Week 6 — Big Data Integration, Deployment & Capstone

Week 1 — Architecture & Topology Management Foundations

Overview of Oracle Data Integrator 12c Architecture

Oracle Data Integrator (ODI) 12c is a comprehensive data integration platform that implements the E-LT (Extract, Load, Transform) paradigm, pushing transformations to the target database for maximum performance. Its architecture consists of several key components:

ODI Studio — the graphical development environment for designing, managing, and monitoring data integration projects. It includes four navigators: Designer, Operator, Topology, and Security Manager.
Repositories — metadata stores that hold all ODI objects. There are two types:
- Master Repository — stores security, topology, and versioning information. There is one Master Repository per ODI installation.
- Work Repository — stores project metadata (models, interfaces, packages, load plans) and execution logs. There can be multiple Work Repositories per Master Repository.
ODI Agent — a Java-based service that orchestrates and executes integration jobs (sessions). Agents can be standalone or deployed in Java EE containers.
Knowledge Modules (KMs) — reusable code templates that define how data is extracted, loaded, and transformed. KMs are the building blocks of ODI's declarative design.
Topology — defines the physical and logical infrastructure (data servers, schemas, contexts, agents) used in ODI.

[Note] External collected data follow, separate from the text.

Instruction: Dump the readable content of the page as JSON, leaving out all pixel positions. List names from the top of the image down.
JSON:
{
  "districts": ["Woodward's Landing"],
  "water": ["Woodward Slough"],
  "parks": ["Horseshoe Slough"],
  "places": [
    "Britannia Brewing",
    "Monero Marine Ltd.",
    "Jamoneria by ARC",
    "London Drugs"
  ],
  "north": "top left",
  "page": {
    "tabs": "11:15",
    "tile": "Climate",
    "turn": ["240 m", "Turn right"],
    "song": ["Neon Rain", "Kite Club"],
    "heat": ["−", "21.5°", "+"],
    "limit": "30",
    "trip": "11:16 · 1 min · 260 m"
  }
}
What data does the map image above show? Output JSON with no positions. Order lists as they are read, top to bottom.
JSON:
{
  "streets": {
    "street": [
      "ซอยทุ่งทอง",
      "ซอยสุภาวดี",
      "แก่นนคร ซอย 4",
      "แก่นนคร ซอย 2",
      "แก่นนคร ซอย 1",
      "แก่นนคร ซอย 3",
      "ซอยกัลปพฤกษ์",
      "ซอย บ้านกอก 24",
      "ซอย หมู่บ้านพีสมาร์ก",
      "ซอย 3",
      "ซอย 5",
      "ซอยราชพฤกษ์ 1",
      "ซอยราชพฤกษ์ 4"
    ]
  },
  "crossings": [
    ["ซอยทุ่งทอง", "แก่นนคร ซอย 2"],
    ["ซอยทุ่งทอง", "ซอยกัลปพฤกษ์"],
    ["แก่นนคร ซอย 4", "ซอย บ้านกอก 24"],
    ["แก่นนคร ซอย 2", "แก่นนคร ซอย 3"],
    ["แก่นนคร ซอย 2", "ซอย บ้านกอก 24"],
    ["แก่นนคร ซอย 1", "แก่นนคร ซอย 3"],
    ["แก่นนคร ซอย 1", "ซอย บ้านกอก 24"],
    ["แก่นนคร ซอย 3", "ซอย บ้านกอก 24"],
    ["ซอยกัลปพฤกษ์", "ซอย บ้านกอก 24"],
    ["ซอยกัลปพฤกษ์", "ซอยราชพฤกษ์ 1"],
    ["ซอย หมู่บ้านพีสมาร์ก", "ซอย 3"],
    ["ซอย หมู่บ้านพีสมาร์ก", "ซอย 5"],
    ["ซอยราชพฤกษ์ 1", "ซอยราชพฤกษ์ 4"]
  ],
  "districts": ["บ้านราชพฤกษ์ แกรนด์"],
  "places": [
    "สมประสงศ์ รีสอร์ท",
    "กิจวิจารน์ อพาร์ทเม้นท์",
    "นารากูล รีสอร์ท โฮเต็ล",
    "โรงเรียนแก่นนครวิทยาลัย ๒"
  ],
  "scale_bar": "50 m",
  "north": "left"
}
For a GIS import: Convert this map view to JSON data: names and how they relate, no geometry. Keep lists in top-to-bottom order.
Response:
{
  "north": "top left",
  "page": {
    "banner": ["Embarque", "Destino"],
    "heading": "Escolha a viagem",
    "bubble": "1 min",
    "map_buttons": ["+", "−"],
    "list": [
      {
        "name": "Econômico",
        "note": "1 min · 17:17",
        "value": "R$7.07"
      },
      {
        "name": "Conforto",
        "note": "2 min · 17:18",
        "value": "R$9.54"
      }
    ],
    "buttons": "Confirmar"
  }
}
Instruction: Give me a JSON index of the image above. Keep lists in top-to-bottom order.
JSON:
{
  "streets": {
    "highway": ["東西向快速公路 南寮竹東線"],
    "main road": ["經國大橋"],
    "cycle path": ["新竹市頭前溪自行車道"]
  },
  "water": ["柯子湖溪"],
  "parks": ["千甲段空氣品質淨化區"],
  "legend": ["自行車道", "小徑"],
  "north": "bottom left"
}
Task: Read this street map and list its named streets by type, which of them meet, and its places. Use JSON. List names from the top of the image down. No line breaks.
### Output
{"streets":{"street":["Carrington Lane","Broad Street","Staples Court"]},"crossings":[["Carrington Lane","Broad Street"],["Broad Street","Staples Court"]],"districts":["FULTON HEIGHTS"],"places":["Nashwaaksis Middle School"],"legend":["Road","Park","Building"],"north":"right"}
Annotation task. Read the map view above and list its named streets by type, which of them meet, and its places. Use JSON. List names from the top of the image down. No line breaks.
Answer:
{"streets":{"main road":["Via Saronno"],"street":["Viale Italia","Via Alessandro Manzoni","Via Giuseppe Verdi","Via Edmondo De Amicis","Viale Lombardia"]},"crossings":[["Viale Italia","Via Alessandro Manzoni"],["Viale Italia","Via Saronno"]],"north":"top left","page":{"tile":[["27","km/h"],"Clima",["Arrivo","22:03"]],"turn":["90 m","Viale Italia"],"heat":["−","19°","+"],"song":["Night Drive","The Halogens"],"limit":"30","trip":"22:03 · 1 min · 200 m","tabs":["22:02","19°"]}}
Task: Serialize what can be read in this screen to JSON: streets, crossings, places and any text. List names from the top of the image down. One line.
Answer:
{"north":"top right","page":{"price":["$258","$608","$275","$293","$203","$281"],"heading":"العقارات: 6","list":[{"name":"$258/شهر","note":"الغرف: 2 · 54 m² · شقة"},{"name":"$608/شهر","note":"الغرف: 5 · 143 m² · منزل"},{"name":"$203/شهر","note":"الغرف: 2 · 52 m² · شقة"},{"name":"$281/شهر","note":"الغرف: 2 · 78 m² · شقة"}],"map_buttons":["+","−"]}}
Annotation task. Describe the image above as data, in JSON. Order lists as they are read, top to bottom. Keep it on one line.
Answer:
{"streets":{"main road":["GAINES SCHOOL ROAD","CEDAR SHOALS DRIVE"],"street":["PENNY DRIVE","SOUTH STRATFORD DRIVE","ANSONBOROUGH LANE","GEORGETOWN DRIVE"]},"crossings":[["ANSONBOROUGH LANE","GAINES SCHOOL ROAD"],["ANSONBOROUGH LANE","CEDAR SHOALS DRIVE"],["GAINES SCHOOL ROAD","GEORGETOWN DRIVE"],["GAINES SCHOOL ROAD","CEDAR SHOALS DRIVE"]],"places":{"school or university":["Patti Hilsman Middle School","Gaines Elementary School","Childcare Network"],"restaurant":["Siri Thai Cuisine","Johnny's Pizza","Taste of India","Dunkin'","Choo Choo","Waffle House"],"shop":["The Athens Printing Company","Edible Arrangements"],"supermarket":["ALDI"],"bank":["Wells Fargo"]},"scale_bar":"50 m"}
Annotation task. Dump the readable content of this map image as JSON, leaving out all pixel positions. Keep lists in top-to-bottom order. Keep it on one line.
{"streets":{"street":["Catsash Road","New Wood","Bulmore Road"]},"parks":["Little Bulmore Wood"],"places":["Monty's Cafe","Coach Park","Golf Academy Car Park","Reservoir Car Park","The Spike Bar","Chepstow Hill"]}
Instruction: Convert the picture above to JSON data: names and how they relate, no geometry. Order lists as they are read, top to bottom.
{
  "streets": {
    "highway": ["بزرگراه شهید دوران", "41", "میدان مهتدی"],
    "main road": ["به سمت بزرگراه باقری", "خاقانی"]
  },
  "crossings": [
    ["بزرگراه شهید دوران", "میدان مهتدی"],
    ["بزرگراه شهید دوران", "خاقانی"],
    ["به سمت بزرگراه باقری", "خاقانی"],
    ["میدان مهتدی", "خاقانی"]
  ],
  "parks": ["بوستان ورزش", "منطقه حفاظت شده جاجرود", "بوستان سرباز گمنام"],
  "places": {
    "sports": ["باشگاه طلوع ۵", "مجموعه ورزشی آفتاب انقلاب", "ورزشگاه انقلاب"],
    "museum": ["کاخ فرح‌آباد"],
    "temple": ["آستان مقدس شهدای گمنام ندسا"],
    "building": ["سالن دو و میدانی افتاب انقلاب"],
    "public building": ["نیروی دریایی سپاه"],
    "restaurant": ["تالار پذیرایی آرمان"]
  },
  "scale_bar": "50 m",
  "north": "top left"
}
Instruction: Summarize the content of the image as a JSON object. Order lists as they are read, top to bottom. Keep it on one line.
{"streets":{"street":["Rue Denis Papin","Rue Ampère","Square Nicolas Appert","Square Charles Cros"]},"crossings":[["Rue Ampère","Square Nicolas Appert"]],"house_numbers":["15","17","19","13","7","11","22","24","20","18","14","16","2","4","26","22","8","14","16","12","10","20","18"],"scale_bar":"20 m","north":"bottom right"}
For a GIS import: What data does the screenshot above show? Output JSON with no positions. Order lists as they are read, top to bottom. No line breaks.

💡 Key Concept: ODI's declarative design separates the "what" (logical mappings) from the "how" (physical execution). This allows the same interface to be executed on different databases with optimal performance.

Understanding ETL vs. ELT with ODI's Declarative Design

Traditional ETL (Extract, Transform, Load) tools extract data, transform it in a middle-tier engine, and then load it into the target. This approach can be inefficient for large volumes because transformations occur outside the database.

ODI adopts an ELT (Extract, Load, Transform) approach, where data is first loaded into a staging area (often the target database) and transformations are performed using native database SQL. This leverages the power of the target database engine, minimizing data movement and significantly improving performance.

ODI's declarative design allows developers to define the logical transformation rules without specifying how they are executed. The Knowledge Modules (KMs) handle the physical implementation, automatically generating optimized SQL code based on the source and target databases. This reduces development effort and ensures optimal performance across heterogeneous environments.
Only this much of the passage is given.